Quant à l’autre personnage que Pit Lemieux avait l’intention de mettre dans le complot, en plus de Big Lake, de Chicoyne et de Johnson, c’était un être petit, bossu et pour comble borgne. On l’appelait le Cyclope. Autant le bonhomme était mal doué physiquement, autant il était intelligent, habile et astucieux. Après que les trois se furent installés autour d’une table dans la cuisine, Pit descendit à la retraite qui abritait Chicoyne et l’en ramena.

Il enleva lui-même le pansement qu’Irma avait fait, lava la plaie, heureusement à fleur de peau, l’entoura de bandelettes de coton et alla s’installer à son tour à la table où les trois compagnons avaient commencé à vider la bouteille de scotch qu’Irma leur avait apportée.

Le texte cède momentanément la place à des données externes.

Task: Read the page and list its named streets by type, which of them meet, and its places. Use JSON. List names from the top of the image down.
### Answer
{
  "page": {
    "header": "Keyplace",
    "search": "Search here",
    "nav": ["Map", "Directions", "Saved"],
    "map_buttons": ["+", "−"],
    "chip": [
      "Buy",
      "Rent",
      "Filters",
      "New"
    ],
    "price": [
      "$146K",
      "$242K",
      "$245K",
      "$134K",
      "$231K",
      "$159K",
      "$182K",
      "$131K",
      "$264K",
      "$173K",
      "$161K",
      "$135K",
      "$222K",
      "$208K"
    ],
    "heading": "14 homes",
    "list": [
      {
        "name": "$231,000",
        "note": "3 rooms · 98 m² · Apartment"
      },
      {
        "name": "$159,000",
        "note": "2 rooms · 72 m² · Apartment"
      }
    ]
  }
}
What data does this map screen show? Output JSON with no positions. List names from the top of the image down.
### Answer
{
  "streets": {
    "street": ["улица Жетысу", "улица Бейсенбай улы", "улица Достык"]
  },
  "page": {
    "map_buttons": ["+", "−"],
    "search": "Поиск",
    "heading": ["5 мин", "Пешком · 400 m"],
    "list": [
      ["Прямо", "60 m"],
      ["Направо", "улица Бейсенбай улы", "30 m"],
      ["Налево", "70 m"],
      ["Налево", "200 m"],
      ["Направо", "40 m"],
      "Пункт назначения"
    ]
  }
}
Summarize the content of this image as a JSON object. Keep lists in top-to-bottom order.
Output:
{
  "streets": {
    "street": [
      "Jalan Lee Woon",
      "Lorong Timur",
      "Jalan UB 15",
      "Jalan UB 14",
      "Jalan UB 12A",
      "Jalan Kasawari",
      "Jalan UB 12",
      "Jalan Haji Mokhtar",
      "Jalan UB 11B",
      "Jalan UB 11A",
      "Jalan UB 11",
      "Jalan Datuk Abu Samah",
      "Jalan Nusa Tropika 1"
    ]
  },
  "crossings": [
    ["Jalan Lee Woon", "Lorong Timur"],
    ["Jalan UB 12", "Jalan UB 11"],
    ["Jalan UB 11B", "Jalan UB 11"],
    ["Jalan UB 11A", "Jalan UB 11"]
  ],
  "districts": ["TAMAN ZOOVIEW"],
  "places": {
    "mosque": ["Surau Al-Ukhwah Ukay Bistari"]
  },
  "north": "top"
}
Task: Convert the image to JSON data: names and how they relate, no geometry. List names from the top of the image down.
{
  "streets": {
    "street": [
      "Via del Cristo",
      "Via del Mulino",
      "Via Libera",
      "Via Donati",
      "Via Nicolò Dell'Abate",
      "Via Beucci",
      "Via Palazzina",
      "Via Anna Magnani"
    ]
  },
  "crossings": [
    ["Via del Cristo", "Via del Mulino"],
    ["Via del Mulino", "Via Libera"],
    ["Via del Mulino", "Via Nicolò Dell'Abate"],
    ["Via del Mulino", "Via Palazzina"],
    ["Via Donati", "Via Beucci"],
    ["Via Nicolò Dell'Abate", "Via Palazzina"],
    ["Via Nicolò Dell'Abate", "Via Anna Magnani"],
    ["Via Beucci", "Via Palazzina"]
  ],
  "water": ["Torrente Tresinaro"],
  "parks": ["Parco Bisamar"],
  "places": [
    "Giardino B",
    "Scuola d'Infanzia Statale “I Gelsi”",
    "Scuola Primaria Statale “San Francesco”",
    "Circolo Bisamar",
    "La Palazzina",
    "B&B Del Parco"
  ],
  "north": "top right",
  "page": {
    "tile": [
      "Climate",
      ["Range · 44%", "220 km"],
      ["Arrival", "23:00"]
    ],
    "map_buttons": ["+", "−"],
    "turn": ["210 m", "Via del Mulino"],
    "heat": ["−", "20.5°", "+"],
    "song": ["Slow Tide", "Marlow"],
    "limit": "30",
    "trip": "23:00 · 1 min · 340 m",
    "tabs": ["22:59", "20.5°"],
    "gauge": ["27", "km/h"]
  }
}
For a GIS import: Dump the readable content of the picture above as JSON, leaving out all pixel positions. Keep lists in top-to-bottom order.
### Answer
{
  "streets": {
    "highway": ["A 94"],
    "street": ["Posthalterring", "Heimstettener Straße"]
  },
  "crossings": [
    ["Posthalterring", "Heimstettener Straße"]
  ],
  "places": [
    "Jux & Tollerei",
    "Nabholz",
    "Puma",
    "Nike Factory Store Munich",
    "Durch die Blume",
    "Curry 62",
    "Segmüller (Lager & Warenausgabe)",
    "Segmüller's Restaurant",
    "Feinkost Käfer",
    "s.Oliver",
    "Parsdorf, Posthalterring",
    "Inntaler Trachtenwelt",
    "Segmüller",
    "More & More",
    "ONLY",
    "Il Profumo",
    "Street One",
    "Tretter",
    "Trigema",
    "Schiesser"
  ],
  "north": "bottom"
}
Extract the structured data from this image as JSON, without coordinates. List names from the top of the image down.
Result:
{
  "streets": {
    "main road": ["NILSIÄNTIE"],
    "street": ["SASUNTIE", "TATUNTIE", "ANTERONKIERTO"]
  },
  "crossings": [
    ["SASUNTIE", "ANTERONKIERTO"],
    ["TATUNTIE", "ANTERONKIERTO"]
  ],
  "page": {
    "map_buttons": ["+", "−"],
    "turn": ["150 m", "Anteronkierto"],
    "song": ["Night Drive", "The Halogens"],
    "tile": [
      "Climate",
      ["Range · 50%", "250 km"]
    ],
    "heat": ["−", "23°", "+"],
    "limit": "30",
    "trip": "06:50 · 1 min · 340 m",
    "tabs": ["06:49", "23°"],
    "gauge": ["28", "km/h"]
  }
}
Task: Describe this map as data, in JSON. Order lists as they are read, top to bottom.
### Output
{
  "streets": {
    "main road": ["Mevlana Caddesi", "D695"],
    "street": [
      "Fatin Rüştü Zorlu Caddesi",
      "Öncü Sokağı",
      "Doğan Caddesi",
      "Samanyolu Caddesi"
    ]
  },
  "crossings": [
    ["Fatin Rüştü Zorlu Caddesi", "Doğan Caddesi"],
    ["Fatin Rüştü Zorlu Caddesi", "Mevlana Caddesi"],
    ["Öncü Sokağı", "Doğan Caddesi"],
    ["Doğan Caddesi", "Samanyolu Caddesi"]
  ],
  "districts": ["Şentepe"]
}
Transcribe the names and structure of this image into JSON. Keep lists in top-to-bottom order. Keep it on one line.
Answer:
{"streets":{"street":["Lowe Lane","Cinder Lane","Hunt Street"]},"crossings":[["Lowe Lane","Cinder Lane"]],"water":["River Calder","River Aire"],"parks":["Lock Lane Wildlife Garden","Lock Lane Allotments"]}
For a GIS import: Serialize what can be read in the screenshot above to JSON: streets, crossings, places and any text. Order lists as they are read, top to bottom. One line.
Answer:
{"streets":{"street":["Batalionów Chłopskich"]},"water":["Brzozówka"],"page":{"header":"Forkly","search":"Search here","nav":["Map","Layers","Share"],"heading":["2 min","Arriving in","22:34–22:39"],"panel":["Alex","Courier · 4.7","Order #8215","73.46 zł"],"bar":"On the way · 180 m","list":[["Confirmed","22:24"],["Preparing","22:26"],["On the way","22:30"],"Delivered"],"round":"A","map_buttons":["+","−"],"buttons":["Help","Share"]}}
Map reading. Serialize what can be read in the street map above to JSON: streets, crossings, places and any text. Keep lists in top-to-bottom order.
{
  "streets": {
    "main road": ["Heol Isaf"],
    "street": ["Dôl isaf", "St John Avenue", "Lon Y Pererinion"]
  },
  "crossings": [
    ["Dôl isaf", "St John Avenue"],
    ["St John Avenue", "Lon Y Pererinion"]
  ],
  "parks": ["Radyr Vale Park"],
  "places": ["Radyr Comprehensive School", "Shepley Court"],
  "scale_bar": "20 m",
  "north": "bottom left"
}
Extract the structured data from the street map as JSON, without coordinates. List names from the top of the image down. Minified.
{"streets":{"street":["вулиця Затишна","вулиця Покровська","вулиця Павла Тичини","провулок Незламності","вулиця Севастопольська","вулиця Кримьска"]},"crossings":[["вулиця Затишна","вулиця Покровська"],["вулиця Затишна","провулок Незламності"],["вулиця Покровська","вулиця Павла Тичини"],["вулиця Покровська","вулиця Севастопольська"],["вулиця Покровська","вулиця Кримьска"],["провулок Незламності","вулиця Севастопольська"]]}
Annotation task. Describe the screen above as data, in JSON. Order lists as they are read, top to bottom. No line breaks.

— Vous allez un peu fort, les amis, dit-il. Ce n’est pas le temps de se saouler.

Puis se tournant vers Irma :

— Toi, tu vas me faire le plaisir d’aller te coucher. Ce que j’ai à dire n’intéresse pas les femmes.

La fille obéit.

— Maintenant, les boys continua Lemieux, j’ai besoin de vous. Inutile de me refuser le service que je vous demande. Pour deux raisons : La première, vous serez bien rémunérés. La seconde : le premier qui refuse ou qui vend, je le fais arrêter. Vous savez que j’ai assez de preuves en main pour vous faire envoyer, chacun de vous, passer une villégiature à St-Vincent de Paul, plus longue que vous ne l’aimeriez… Quand ton patron revient-il Johnson ?

— Mardi prochain.

— Jeudi après-midi j’ai besoin de tous vous autres.

— Pourquoi ? Vous savez qu’il y a dans Montréal un jeune homme qui vaut dix millions de dollars. Il les vaut en argent liquide… c’est-à-dire en actions et obligations toutes négociables… Pas vrai Johnson ?

— La fortune du boss est solide.

— Il y a une voûte quelque part. Je n’ai pu savoir où. Il s’agit de s’emparer de ces dix millions.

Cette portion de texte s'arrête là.